In an essay on the life and career of Theodor Herzl—the man who founded the organized Zionist movement that would pave the way to the creation of a Jewish state—Joseph Epstein writes:
As a future nation, the Jews needed a land, a flag, a leader. Herzl came eventually to believe that only Palestine would satisfy the hunger of the Jews for a homeland. A flag was also needed: “If you want to lead a crowd you have to raise a symbol above their heads. I am thinking of a white flag with gold stars.” As for a leader, he of course was it. [About Herzl] the word charismatic [can be] used with precision. The charismatic leader, we know from Max Weber, has “a certain quality of an individual personality, by virtue of which he is set apart from ordinary men and treated as endowed with supernatural, superhuman, or at least specifically exceptional powers or qualities.” Herzl qualified.

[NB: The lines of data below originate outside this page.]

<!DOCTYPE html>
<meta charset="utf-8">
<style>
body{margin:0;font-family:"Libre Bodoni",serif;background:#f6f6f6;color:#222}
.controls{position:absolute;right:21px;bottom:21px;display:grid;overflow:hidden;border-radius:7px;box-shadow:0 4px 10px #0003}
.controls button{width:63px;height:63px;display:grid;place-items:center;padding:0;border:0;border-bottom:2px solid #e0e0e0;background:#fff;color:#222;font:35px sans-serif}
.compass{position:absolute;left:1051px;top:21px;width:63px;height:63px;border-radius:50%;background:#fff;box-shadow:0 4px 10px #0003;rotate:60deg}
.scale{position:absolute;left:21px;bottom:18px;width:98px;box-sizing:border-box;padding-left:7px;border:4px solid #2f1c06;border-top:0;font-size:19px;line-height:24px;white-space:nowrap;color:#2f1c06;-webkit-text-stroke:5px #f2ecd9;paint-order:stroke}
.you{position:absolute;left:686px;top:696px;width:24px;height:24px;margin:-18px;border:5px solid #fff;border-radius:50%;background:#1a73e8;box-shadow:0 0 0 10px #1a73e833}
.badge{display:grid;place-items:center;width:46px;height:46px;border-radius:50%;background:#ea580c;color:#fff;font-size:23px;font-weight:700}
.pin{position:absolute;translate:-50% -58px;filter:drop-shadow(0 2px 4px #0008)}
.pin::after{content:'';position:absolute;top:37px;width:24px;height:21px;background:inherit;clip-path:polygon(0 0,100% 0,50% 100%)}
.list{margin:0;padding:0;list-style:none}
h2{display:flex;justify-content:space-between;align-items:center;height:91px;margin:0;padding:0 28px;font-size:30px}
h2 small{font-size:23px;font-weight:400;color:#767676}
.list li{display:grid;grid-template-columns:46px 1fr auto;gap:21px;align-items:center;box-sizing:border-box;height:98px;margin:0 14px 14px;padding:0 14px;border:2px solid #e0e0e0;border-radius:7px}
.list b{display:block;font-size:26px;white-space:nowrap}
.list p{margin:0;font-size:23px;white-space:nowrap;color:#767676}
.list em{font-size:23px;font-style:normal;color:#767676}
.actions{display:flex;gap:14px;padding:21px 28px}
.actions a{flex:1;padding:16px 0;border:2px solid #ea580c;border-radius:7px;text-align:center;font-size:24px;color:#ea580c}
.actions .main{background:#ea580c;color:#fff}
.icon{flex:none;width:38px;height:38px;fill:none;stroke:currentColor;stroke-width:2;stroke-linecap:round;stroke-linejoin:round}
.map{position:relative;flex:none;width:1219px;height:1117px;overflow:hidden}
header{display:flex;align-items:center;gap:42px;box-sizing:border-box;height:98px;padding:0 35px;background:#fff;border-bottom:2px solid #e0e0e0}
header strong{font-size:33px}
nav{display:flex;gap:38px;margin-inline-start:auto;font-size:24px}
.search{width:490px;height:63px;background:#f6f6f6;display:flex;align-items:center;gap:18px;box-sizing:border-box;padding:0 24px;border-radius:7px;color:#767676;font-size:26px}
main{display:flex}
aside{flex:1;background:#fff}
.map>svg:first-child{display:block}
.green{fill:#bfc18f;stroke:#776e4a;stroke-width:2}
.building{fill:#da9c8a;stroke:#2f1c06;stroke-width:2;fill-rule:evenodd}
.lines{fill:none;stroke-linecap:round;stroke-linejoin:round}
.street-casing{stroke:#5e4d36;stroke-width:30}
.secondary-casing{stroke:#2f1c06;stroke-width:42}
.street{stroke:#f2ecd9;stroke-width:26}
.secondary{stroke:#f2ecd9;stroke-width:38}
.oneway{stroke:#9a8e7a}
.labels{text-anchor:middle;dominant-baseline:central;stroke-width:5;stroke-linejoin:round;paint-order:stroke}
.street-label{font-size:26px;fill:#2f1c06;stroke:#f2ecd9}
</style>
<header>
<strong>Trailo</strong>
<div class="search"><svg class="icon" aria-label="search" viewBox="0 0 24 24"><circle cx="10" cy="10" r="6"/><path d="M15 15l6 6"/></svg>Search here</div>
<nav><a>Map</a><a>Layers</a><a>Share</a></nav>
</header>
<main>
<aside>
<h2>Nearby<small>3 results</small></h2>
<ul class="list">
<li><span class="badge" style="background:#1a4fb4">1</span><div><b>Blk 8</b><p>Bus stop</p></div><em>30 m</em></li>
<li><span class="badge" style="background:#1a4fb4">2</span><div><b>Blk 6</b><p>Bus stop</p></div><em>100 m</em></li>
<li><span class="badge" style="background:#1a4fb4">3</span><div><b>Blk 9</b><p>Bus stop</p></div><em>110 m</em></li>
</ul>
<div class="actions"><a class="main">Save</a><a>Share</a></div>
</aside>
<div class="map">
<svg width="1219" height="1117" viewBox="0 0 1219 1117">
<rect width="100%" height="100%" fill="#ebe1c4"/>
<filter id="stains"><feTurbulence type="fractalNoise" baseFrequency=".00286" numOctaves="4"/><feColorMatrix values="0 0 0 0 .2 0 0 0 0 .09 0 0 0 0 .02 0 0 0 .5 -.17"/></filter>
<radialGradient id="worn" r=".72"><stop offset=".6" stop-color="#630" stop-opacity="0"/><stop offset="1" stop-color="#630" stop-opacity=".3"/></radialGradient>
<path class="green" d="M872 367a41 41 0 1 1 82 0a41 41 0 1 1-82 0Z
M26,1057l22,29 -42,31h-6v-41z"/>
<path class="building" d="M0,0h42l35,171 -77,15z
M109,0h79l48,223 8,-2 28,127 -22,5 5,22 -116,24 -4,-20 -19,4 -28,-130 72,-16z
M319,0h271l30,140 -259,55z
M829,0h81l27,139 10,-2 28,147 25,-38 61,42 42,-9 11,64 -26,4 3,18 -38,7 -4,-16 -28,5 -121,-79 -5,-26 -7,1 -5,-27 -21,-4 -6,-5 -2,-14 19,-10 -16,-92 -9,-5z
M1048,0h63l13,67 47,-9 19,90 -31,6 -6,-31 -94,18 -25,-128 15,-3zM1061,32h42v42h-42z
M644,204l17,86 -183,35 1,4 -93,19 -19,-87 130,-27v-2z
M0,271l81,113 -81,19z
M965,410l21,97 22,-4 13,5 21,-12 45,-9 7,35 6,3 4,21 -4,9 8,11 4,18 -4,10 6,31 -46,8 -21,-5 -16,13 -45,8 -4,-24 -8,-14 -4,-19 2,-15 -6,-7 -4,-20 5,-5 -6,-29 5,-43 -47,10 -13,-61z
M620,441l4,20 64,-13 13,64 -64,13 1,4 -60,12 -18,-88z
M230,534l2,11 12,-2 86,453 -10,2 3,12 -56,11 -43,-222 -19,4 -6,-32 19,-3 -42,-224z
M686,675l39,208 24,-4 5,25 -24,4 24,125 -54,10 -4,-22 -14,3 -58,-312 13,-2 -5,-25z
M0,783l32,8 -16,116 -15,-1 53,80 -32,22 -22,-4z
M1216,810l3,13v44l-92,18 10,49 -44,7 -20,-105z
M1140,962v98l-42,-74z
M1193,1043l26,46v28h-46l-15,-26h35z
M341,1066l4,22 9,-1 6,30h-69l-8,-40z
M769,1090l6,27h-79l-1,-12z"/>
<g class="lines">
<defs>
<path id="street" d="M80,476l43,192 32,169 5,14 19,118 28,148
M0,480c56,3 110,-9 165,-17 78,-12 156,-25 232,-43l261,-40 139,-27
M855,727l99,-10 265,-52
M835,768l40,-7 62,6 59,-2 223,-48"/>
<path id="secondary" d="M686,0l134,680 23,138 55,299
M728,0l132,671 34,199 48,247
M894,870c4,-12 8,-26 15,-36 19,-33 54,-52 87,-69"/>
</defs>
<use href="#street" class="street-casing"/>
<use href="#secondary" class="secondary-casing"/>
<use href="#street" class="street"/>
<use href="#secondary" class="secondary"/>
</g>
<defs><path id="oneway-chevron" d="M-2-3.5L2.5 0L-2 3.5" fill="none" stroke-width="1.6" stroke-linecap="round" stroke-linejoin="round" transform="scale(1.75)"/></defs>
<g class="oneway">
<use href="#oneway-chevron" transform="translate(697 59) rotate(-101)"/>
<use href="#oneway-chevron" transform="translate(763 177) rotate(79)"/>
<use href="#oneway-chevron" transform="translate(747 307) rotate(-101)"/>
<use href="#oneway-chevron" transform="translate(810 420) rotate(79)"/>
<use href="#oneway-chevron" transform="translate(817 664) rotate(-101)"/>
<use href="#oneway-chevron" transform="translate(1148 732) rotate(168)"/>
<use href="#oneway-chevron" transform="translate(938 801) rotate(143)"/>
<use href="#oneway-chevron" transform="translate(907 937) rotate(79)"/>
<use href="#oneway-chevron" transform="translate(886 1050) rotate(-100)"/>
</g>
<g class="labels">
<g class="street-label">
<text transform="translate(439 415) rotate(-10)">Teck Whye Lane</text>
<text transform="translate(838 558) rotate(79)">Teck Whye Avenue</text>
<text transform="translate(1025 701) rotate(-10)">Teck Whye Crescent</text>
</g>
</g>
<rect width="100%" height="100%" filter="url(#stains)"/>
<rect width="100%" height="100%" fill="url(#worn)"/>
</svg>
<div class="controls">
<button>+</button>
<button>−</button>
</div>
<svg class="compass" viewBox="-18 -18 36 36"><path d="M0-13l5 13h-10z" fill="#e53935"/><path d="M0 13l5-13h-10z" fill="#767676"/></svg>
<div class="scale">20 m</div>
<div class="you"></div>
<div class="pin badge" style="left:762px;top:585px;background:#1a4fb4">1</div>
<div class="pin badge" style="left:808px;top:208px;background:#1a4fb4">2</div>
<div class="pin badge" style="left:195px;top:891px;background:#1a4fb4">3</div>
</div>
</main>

Psychological interpretations of the extraordinary character that was Theodor Herzl are perhaps irresistible. [His biographer] Ernst Pawel thought him manic depressive, but he wrote before that term was replaced by bipolar disease, a more serious affair in every way. [In his more recent biography], Derek Penslar, who disavows any attempt “to diagnose Herzl from beyond the grave,” nonetheless does precisely that, and holds that “Herzl’s psychological anguish nourished his political passion” and that “Herzl desperately needed a project to fill his life with meaning and keep the blackness of depression at bay. Zionism was that project, which contained, sustained, and inspired him.” Eschewing personal psychology, Amos Elon believed, as do I, that Herzl’s “courage derived from an unbounded, simple faith in the rightness and urgency of his cause.”